Most people who apply for social security disability (SSD) or SSI benefits (about 70 percent) are denied on their application and must choose to either resubmit their claim or to appeal the decision of the disability examiner in their case.
In just about every instance, it makes more sense for a disability claimant to appeal their case rather than filing a new disability claim (the exception to this rule is when their case has been refused on a technicality, such as too much monthly income or assets, and then only if this issue has changed since the initial filing). This is because each time a claim is appealed its chances of approval increase.
All disability appeals, both SSD and SSI, are evaluated in the same state agency that makes disability determinations on the first claim for the federal social security administration. This agency is called disability determination services (DDS) in most states, although its name may vary slightly from state to state.

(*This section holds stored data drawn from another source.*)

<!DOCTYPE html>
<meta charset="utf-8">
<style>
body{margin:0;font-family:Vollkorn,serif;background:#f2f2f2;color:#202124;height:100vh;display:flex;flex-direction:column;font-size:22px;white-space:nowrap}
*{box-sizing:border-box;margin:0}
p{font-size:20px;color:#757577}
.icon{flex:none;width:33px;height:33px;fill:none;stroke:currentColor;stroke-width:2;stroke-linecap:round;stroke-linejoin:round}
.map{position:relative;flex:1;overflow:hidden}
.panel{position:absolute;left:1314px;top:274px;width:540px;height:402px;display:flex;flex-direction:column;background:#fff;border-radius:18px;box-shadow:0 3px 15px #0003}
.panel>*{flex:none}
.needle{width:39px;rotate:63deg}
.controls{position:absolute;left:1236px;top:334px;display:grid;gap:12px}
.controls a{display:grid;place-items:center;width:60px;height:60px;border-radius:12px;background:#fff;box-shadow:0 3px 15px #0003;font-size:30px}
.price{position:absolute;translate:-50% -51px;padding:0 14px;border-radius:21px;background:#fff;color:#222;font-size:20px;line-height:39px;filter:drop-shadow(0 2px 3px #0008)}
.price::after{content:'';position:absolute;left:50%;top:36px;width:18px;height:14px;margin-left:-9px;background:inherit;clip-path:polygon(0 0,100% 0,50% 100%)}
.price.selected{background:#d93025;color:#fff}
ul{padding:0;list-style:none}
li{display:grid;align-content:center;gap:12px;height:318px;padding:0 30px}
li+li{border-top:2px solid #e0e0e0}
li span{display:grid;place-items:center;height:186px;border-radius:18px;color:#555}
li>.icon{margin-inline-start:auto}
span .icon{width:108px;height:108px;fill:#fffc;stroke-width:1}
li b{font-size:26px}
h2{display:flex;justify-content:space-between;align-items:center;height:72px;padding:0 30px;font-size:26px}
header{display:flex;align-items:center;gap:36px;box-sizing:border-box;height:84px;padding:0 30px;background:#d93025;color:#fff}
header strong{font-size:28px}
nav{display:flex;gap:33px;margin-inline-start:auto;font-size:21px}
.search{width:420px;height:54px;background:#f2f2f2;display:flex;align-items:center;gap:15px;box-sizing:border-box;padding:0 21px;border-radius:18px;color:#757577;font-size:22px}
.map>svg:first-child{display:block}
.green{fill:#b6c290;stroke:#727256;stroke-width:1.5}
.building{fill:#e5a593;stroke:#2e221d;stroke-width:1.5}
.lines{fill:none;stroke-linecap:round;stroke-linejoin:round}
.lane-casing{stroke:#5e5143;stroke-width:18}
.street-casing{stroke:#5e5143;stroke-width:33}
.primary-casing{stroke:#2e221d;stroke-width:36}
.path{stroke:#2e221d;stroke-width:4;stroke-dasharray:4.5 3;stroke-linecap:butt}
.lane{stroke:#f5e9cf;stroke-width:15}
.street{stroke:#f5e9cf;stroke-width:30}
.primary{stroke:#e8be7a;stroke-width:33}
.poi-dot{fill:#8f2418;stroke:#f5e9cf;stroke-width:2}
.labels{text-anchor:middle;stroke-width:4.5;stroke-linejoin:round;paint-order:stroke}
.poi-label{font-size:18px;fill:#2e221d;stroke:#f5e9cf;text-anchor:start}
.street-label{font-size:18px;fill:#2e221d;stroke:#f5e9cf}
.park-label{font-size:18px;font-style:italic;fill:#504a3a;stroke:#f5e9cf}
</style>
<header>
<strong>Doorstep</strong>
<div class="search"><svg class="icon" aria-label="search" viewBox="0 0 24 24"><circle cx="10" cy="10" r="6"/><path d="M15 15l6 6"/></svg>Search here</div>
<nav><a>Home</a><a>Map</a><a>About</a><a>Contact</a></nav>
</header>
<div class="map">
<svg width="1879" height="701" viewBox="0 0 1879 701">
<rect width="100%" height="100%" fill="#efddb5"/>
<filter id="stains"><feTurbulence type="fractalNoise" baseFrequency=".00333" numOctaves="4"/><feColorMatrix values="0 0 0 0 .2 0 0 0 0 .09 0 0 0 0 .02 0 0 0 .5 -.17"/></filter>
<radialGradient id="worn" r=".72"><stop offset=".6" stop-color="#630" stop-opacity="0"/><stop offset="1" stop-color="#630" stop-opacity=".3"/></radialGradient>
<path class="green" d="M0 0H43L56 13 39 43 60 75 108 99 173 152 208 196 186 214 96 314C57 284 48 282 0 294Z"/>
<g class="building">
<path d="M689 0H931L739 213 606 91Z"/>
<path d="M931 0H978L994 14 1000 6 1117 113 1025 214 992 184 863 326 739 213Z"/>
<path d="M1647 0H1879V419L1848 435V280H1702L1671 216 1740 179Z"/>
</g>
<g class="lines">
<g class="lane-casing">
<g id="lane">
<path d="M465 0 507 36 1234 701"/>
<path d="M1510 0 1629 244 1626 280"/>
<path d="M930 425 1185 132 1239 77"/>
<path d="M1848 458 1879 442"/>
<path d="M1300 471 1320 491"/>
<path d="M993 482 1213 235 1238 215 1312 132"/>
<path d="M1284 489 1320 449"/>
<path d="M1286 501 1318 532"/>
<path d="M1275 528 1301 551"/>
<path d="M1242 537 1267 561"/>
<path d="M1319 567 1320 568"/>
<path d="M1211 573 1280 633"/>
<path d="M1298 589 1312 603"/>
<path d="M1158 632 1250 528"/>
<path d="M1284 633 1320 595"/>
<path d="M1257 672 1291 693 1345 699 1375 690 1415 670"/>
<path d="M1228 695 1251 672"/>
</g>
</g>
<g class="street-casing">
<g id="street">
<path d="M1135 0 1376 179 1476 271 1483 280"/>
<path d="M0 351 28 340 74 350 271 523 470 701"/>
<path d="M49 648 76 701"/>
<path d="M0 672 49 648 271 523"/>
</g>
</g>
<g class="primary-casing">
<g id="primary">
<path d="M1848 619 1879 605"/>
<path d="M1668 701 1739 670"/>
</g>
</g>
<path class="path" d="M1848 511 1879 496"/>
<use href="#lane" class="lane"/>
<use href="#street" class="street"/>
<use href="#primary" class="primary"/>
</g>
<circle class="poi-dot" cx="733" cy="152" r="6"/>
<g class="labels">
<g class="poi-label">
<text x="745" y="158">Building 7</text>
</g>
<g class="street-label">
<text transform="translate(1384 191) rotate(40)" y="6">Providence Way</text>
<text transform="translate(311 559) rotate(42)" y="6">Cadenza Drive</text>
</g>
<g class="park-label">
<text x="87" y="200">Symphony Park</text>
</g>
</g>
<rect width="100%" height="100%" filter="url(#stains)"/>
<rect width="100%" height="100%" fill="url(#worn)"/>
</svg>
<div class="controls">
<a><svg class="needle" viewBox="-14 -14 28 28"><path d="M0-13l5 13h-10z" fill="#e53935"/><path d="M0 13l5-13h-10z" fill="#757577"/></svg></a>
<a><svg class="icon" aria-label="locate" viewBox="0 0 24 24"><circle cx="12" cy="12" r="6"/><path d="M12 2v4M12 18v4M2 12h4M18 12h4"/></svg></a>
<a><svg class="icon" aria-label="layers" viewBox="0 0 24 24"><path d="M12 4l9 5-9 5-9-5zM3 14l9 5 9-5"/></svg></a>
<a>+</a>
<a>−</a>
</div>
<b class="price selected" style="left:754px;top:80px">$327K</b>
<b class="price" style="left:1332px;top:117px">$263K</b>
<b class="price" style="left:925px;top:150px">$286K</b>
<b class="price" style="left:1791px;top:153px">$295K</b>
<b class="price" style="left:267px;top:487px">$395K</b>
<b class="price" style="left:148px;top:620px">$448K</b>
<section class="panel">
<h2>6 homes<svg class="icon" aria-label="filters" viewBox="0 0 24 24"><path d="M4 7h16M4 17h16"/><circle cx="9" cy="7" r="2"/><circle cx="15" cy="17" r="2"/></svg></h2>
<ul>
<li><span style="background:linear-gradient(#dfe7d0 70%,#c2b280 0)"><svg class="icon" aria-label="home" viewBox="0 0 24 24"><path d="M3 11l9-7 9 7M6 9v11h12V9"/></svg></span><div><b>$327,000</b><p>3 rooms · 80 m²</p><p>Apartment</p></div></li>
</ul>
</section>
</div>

The appeals process for Social Security disability and SSI includes several levels. After the first round when the claim is denied, the majority of states offer a chance at what is termed reconsideration. This must be requested formally within sixty days of the denial date. As the procedure is complex, it is highly advisable to enlist the services of an experienced disability refusal lawyer.
The most important thing to recognize with disability claims is that the decisions will be made based upon the information that has been provided. Therefore, claimants need to know what’s in the file and have their own copies available. This is where having a lawyer on the case is very beneficial since they understand how the law works and what is necessary to establish and win the claim.
In order to respond to requests, claimants must understand their medical condition, what it entails and what doctors have reported. There is also a detailed work history and other data that Social Security and any disability claim will require. For example, claimants must have this information at hand so that when it is requested it can be supplied correctly. Otherwise, claims could drag out much longer than they need to or even continue to be refused.
Request Appeal on Time
After every decision, you have only 60 days to submit your appeal in writing. If you wait more than 60 days to request an appeal, your appeal will probably be dismissed. At the very first three levels of appeal (reconsideration, ALJ hearing, and Appeals Council review), you have to file your appeal by submitting specific forms. You can find these forms on the SSA website or by stopping by your local Social Security office.
Write an Appeals Letter
The Social Security forms for appealing a decision give you just a few lines to write your explanation on why you think the decision was wrong, but you should feel free to write the phrase “see attached page” on the form and submit a letter along with the form that carefully outlines the problems you see with the conclusion.
The denial letter you received from the SSA that denied your eligibility for benefits will include an “explanation of determination,” which is sometimes called the “impairment determination rationale.”
This explanation of decision will include issues such as what sources the SSA used to evaluate your claim, why the SSA denied your claim, what impairments the SSA evaluated, and a description of your medical condition. If anything is incorrect or missing in your explanation of conclusion, include this in your letter to the SSA. Also submit any statements, records, or other information which makes your claim stronger.
Strongly consider hiring an attorney
The better organized your claim is, the better your chances of a swift and favorable decision. Being represented by an attorney from the beginning will reduce your stress level and will increase your chances of winning the highest possible award at the earliest possible date.
By law, all attorneys’ fees are subject to acceptance by the Social Security Administration. Many lawyers charge the same fee for all work up to the first hearing, no matter when they get involved: 25% of any back due to benefits.
Involve your doctor
For a successful claim, your physician should provide you with a letter detailing how your medical conditions limit your ability to return to work and to do everyday activities. Many physicians are reluctant to involve themselves with the paperwork you require for a successful claim, but if you have an attorney, he or she should make sure that your medical records are clear and complete. The advice your doctor provides will have a huge impact on your claim.
Submit All New Medical Evidence
Should you have new medical evidence, such as physician’s records of recent medical exams, submit it to the Office of Adjudication and Review well before the hearing. The ALJ will want to see current medical records no more than 60-90 days old.
New medical evidence that is submitted in advance of the hearing will be reviewed by the Administrative Law Judge (ALJ) before the hearing. Many ALJs like to have the opportunity to review the new information before the hearing so they can come up with and ask questions about the brand new evidence in the hearing. If it’s really not possible to submit the new medical evidence before the hearing, you can bring it with you to the hearing (this is better than not submitting it all).